# ABOUT THIS TASK:
Beginning with the line that includes "I am building" and ending with the last line, print the records exactly, leaving every picture out.

# RECORDS FOR THIS TASK:
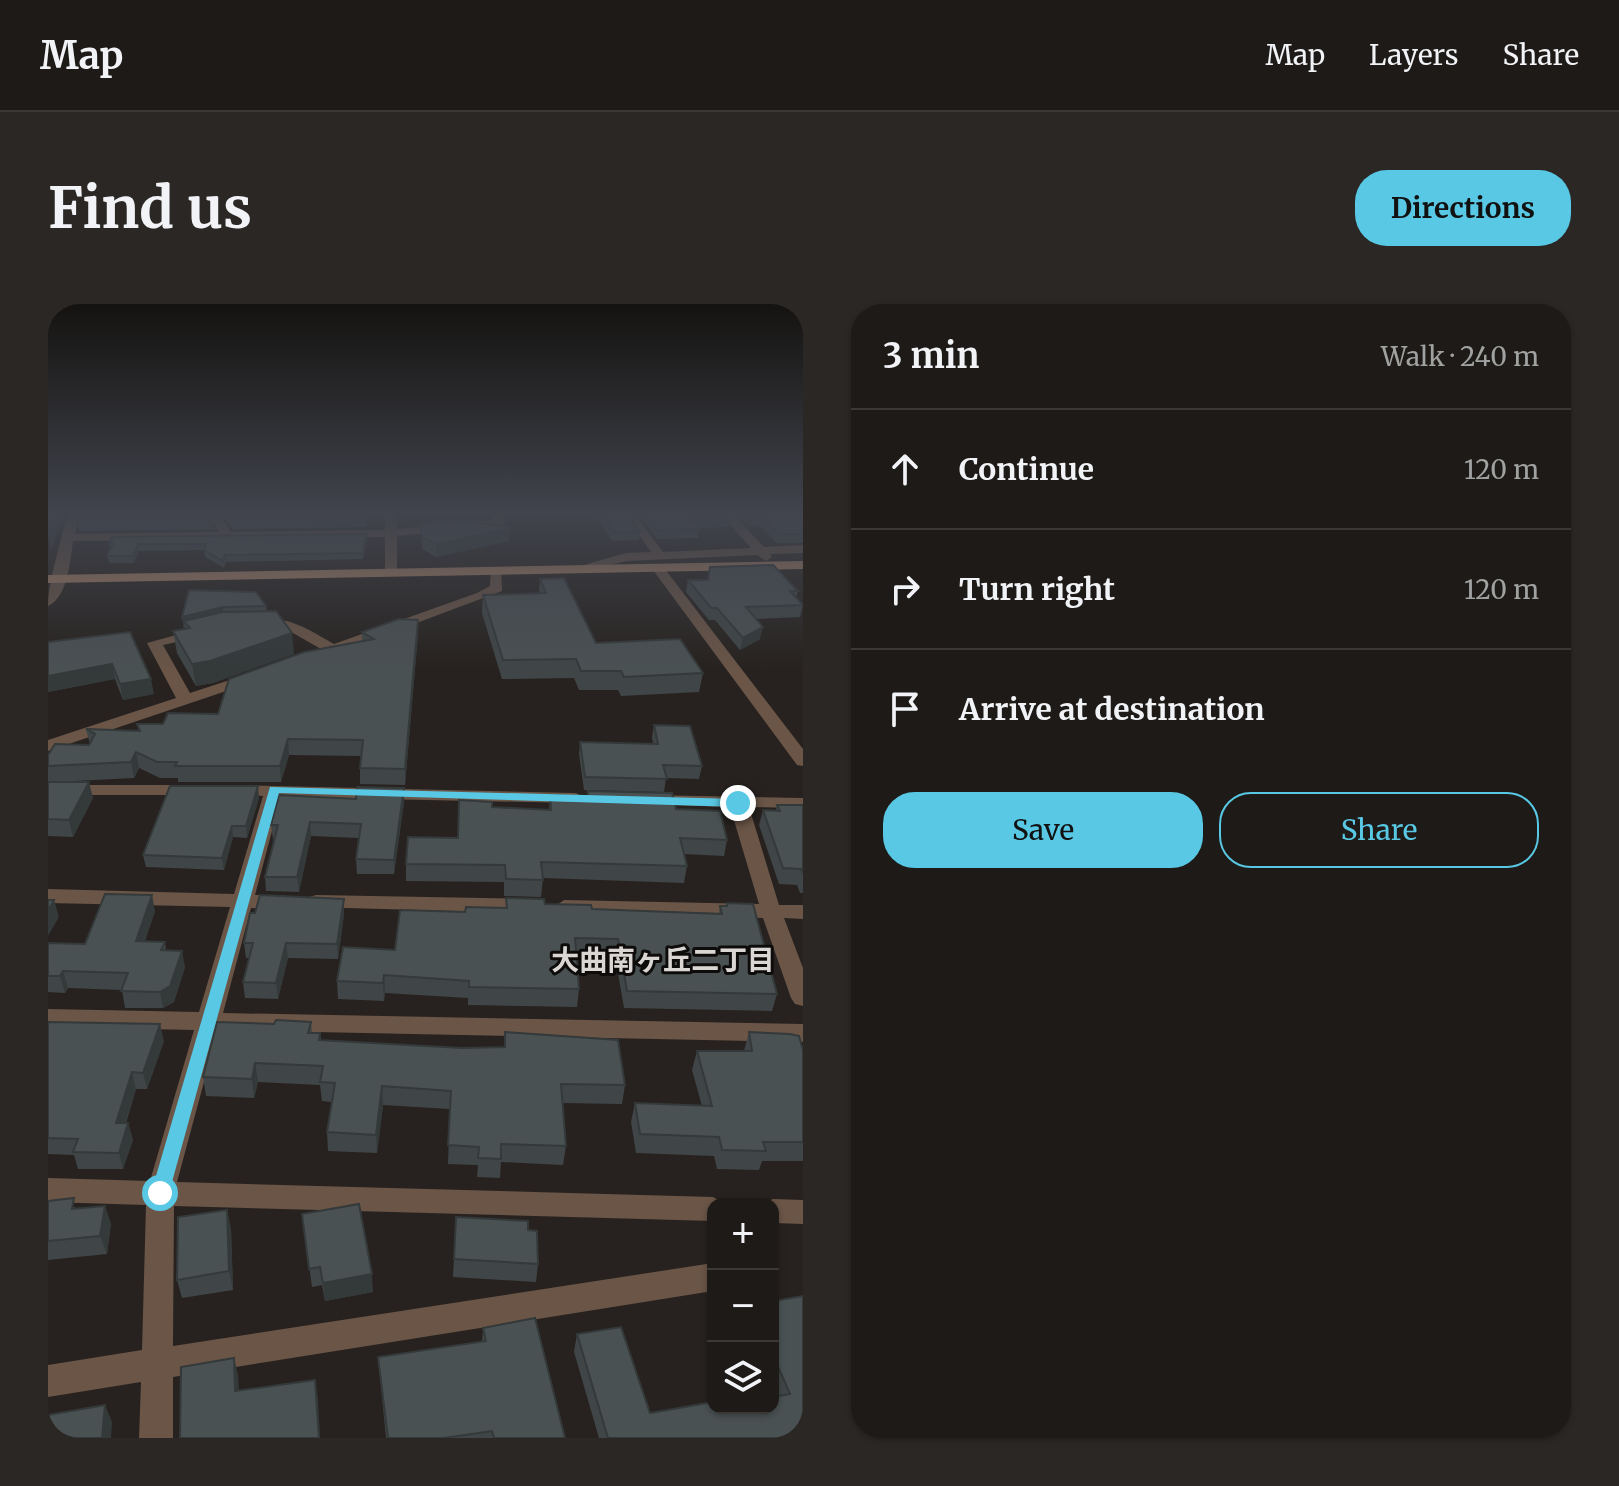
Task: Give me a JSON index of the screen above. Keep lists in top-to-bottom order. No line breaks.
{"districts":["大曲南ヶ丘二丁目"],"page":{"header":"Map","nav":["Map","Layers","Share"],"buttons":["Directions",["Save","Share"]],"title":"Find us","heading":["3 min","Walk · 240 m"],"list":[["Continue","120 m"],["Turn right","120 m"],"Arrive at destination"],"map_buttons":["+","−"]}}
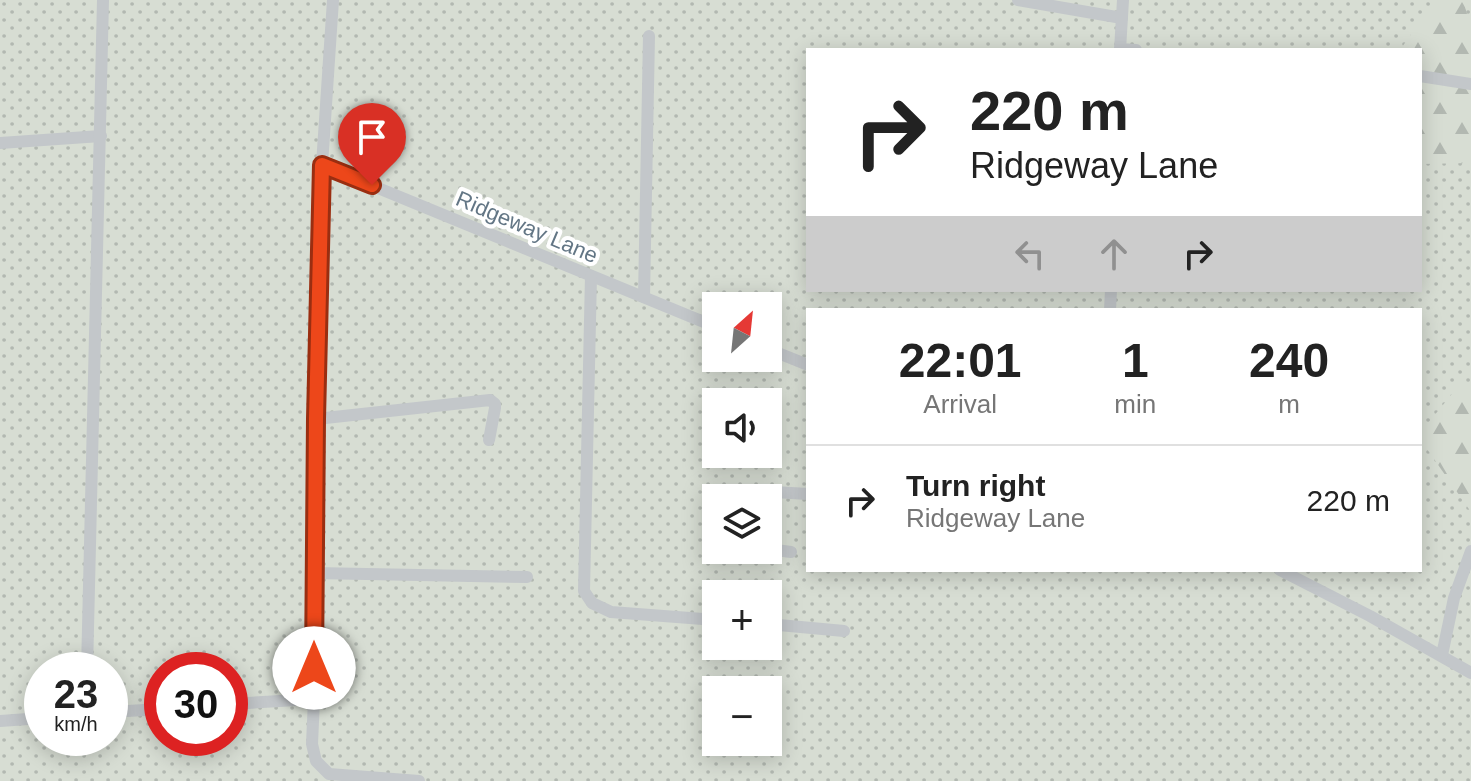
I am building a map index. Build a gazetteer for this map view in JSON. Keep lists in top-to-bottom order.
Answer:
{
  "streets": {
    "street": ["Ridgeway Lane"]
  },
  "north": "top right",
  "page": {
    "turn": ["220 m", "Ridgeway Lane"],
    "map_buttons": ["+", "−"],
    "eta": [
      "22:01",
      "Arrival",
      "1",
      "min",
      "240",
      "m"
    ],
    "list": [
      {
        "name": "Turn right",
        "note": "Ridgeway Lane",
        "value": "220 m"
      }
    ],
    "speed": "23 km/h",
    "limit": "30"
  }
}
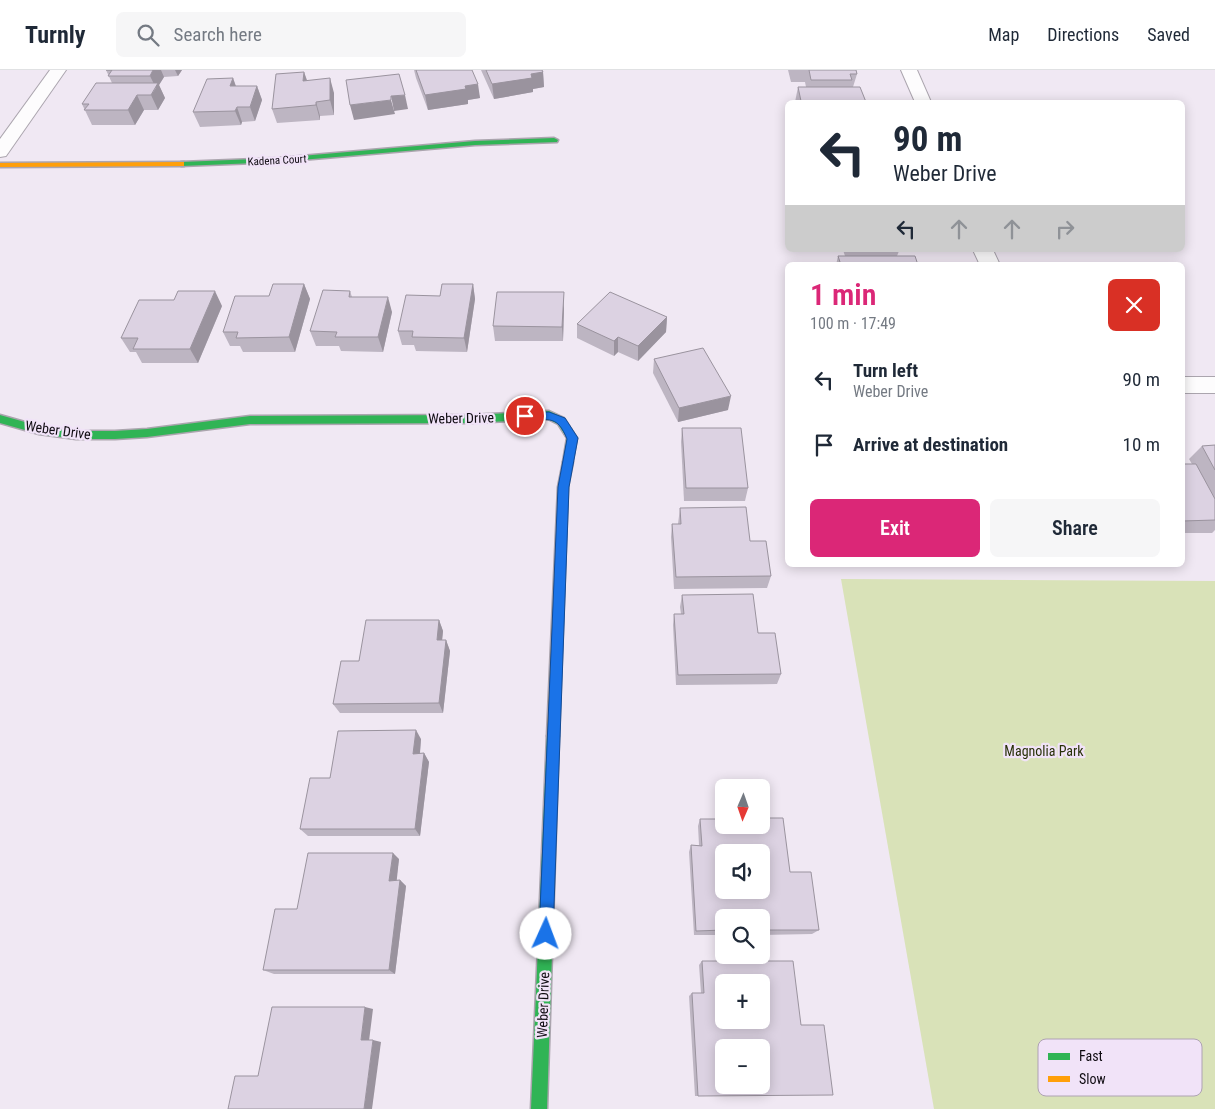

# ANSWER SPACE:
I am building a map index. Build a gazetteer for this map view in JSON. Keep lists in top-to-bottom order.
Answer:
{
  "streets": {
    "street": ["Ridgeway Lane"]
  },
  "north": "top right",
  "page": {
    "turn": ["220 m", "Ridgeway Lane"],
    "map_buttons": ["+", "−"],
    "eta": [
      "22:01",
      "Arrival",
      "1",
      "min",
      "240",
      "m"
    ],
    "list": [
      {
        "name": "Turn right",
        "note": "Ridgeway Lane",
        "value": "220 m"
      }
    ],
    "speed": "23 km/h",
    "limit": "30"
  }
}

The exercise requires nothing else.